Celebrity Interview | Peter Himmelman
What becomes a rock icon most? Continuing to turn out great work, of course. Growing artistically. Challenging expectations. And how about acting your age: embracing experience rather than trying to airbrush it?
Among rock musicians who matter, no one has check-listed those items more winningly than Peter Himmelman. During his multi-pronged career as a singer, songwriter and all-around performer, as a children’s entertainer, TV and film composer and pioneering webcast star, he has maintained remarkably high standards: Can you point to a song in his vast body of work that feels tossed off, or remember a concert or club date that didn’t delight and amuse? Is there a pop star of his generation more committed to exploring new modes of expression and new methods of connecting with his diehard followers?
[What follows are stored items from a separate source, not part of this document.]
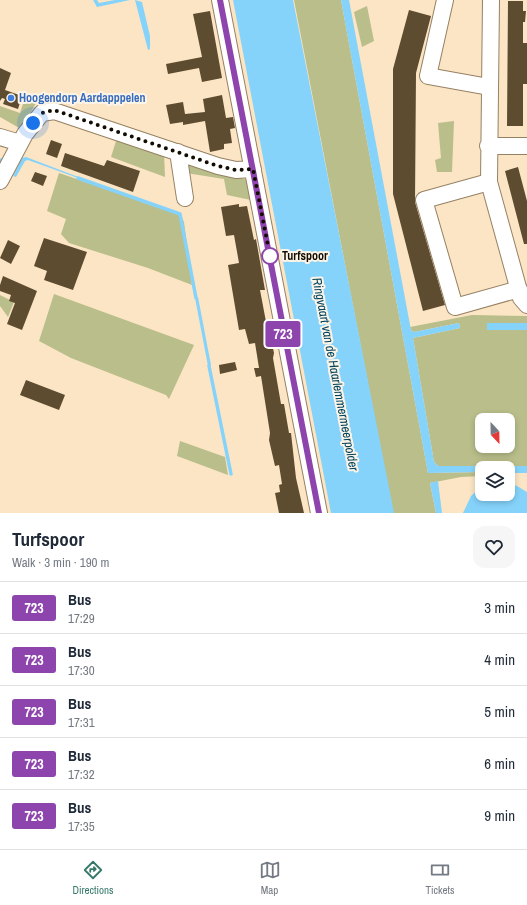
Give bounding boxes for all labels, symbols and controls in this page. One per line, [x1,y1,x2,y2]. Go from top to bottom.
place label: Hoogendorp Aardapppelen [19,90,145,106]
marker: Hoogendorp Aardapppelen [6,93,16,103]
your location [23,113,43,133]
marker: Turfspoor [261,247,279,265]
place label: Turfspoor [282,248,328,264]
water label: Ringvaart van de Haarlemmermeerpolder [308,276,363,473]
line badge: 723 [260,321,306,347]
text: 723 [273,325,293,343]
north arrow [475,413,515,453]
map controls [475,413,515,501]
button: layers [475,461,515,501]
text: Turfspoor [12,526,84,552]
button: heart [473,526,515,568]
text: Walk · 3 min · 190 m [12,554,109,571]
text: Bus [68,589,91,610]
text: 3 min [484,597,515,618]
text: 723 [24,599,44,617]
text: 17:29 [68,610,95,627]
text: Bus [68,641,91,662]
text: 4 min [484,649,515,670]
text: 723 [24,651,44,669]
text: 17:30 [68,662,95,679]
text: Bus [68,693,91,714]
text: 5 min [484,701,515,722]
text: 723 [24,703,44,721]
text: 17:31 [68,714,95,731]
text: Bus [68,745,91,766]
text: 6 min [484,753,515,774]
text: 723 [24,755,44,773]
text: 17:32 [68,766,95,783]
text: Bus [68,797,91,818]
text: 9 min [484,805,515,826]
text: 723 [24,807,44,825]
text: 17:35 [68,818,95,835]
tab: Directions [73,859,114,897]
tab: Map [259,859,281,897]
tab: Tickets [426,859,454,897]

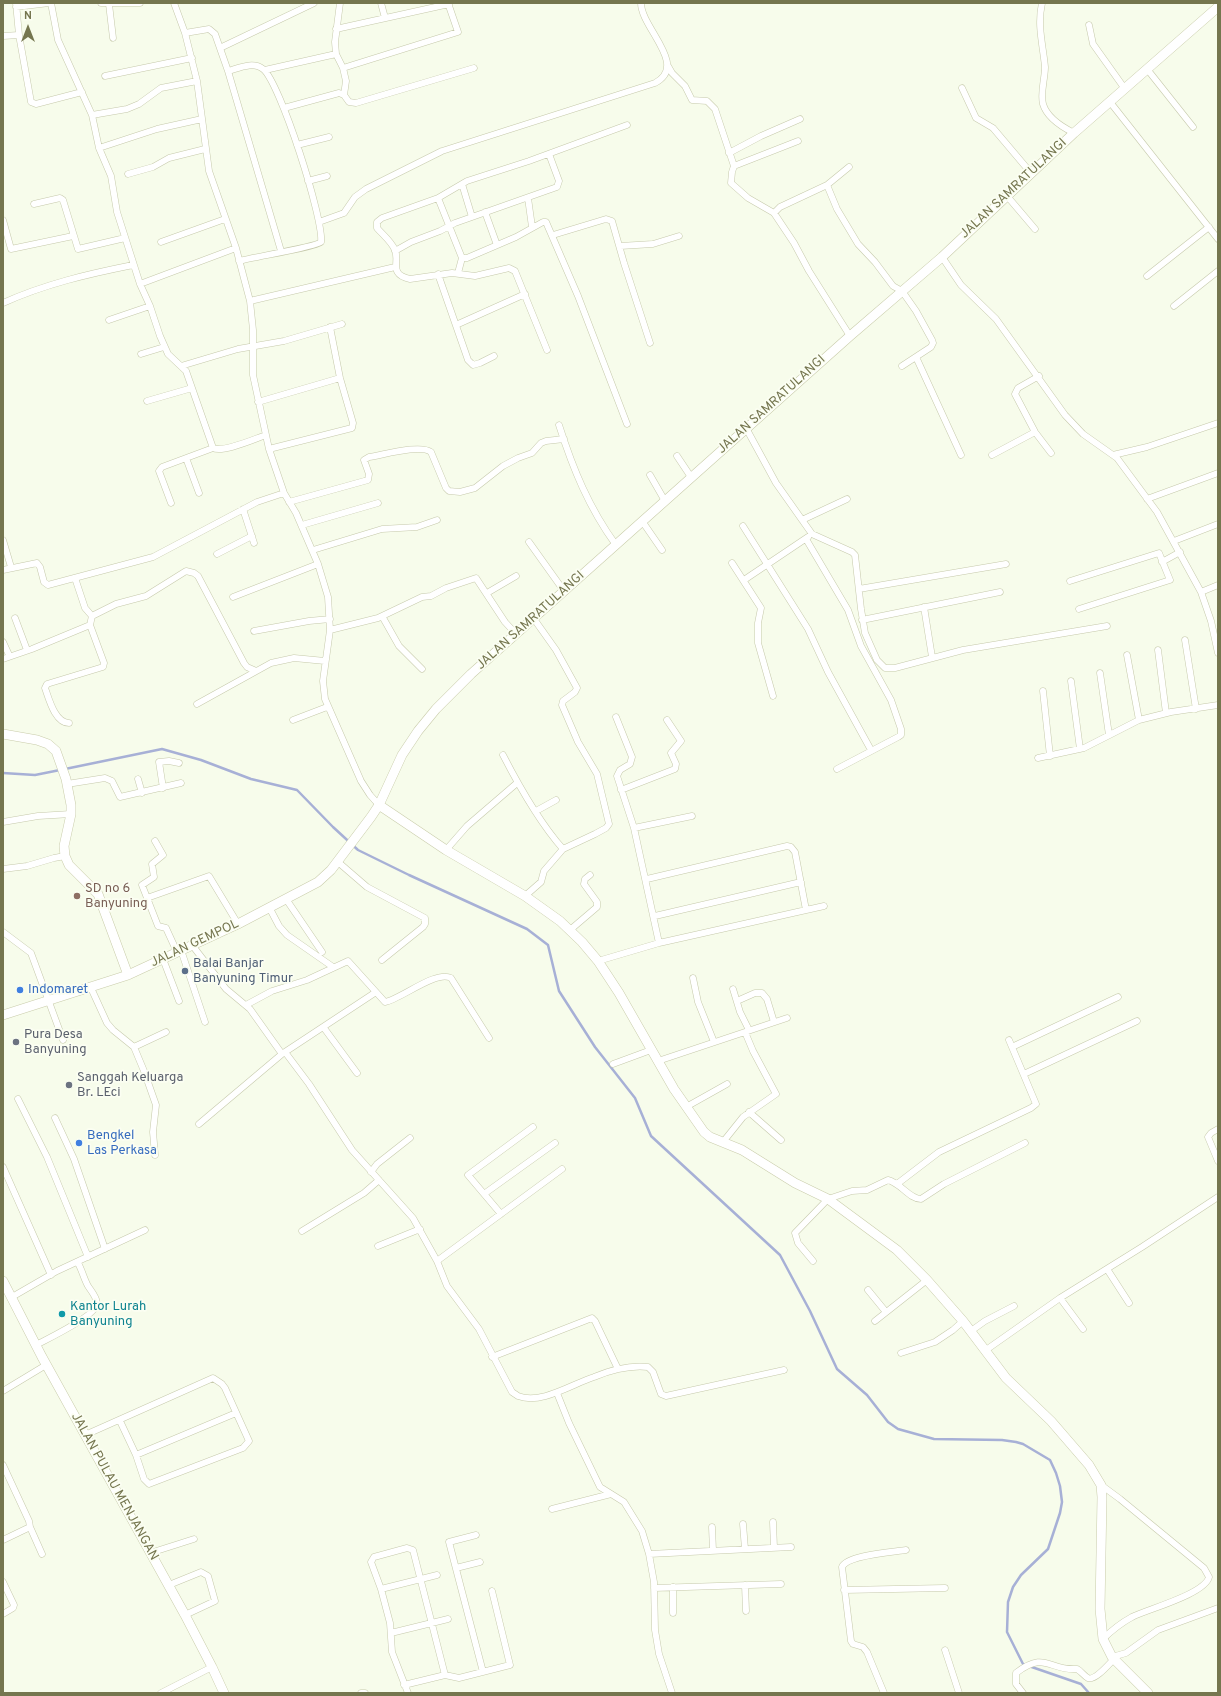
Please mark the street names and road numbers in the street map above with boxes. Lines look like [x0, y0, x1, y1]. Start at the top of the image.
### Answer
street label: JALAN SAMRATULANGI [958, 136, 1070, 242]
street label: JALAN SAMRATULANGI [715, 352, 829, 458]
street label: JALAN SAMRATULANGI [474, 568, 588, 674]
street label: JALAN GEMPOL [148, 917, 242, 971]
street label: JALAN PULAU MENJANGAN [67, 1410, 161, 1564]

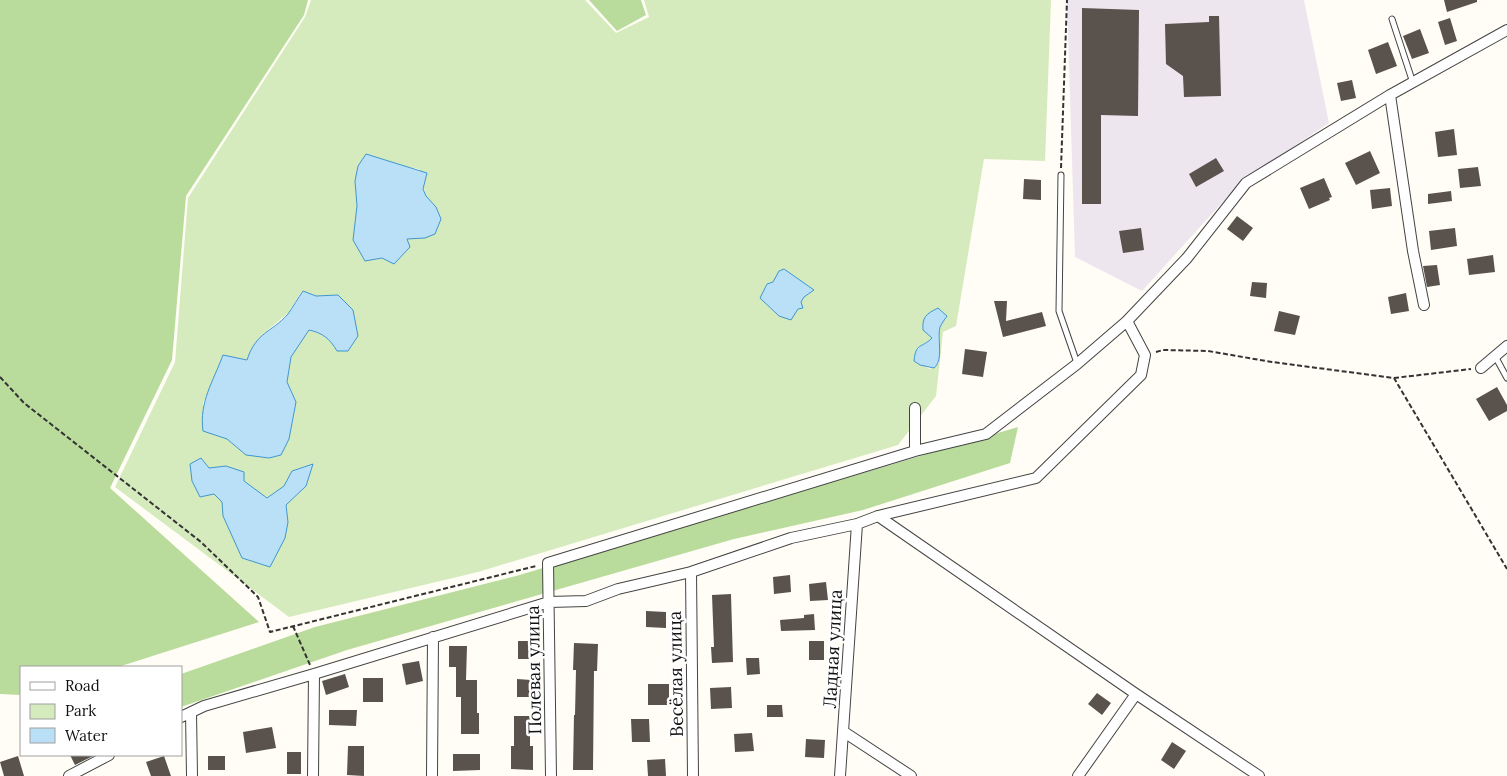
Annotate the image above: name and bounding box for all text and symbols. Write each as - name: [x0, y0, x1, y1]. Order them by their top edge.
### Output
- street label: Ладная улица: [818, 589, 847, 709]
- street label: Полевая улица: [521, 605, 546, 735]
- street label: Весёлая улица: [663, 611, 688, 737]
- legend: [20, 666, 182, 756]
- text: Road: [65, 676, 100, 695]
- text: Park: [65, 701, 96, 720]
- text: Water: [65, 726, 108, 745]

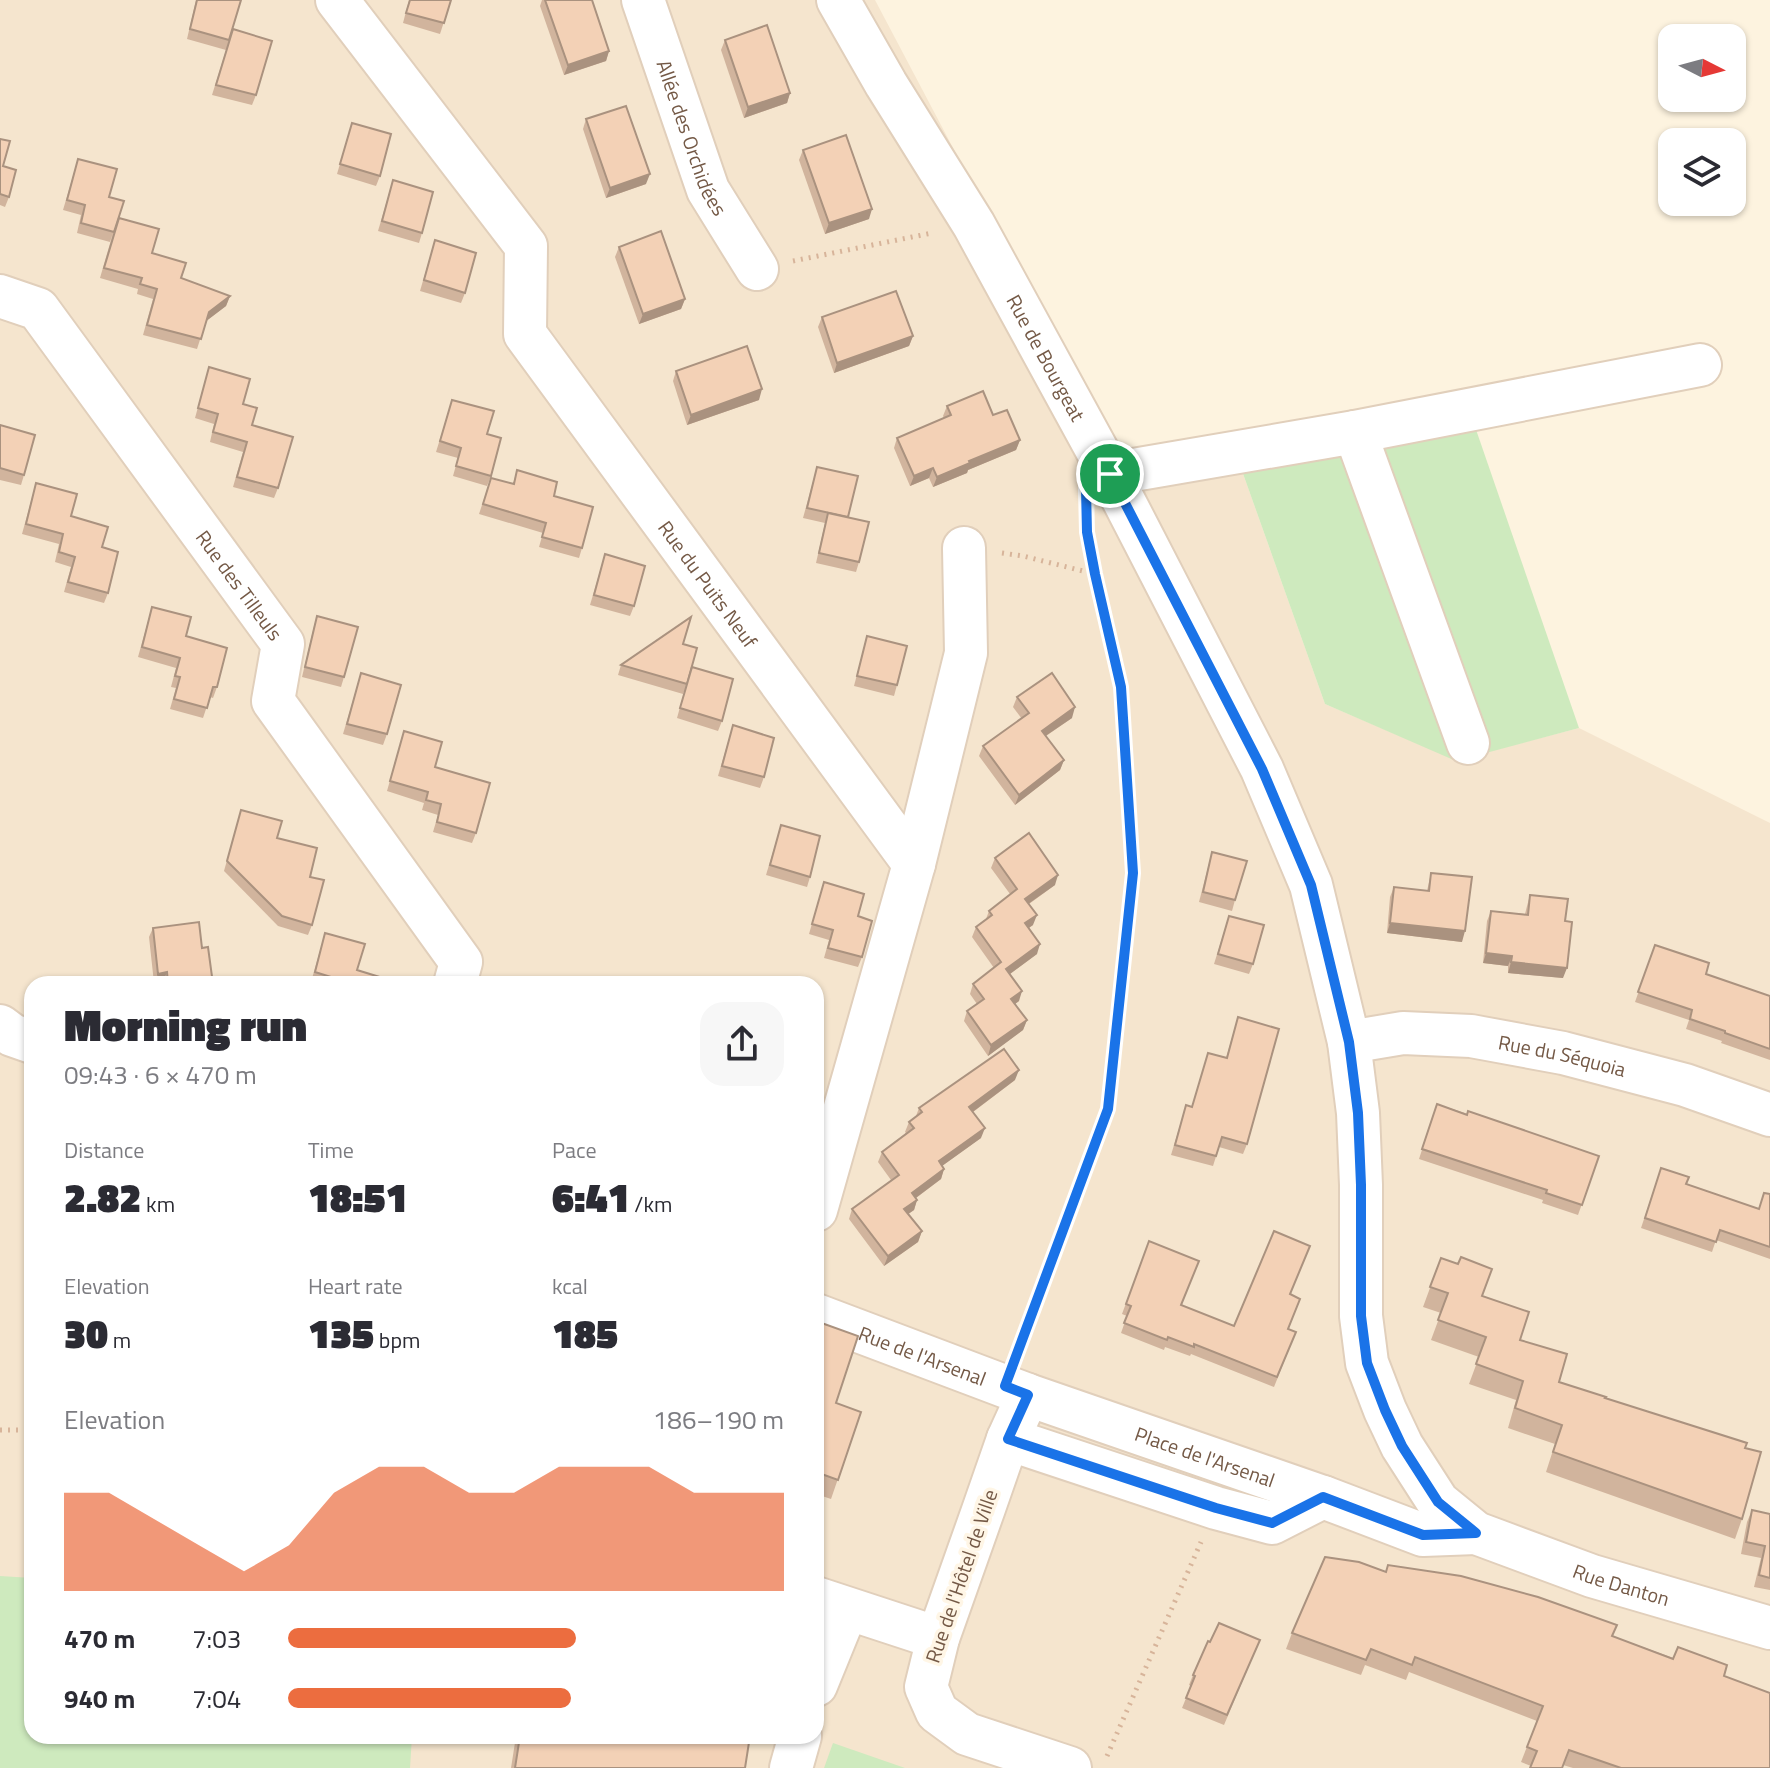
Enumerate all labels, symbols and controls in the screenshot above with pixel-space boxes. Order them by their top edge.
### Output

Recorded on a dare – his own – to work faster and more under the gun, and closer to the quick of the creative process, Himmelman’s new Himmasongs album, “The Mystery and the Hum,” tumbled out of him with no planning or preparation. Holed up in a Minneapolis studio, far from the comforts of his home in Santa Monica, Calif., this native of St. Louis Park, MN, wrote the tunes over a two-week period and cut them in three days. Though he co-produced them with his friend Rob Genedek, who operates the studio, he raised the stakes of his experiment by hooking up with “house” musicians with whom he had never played, taking it on trust that if bassist Jim Anton and drummer Billy Thommes were good enough to run with Jonny Lang, they were good enough to ride the sonic rapids with him.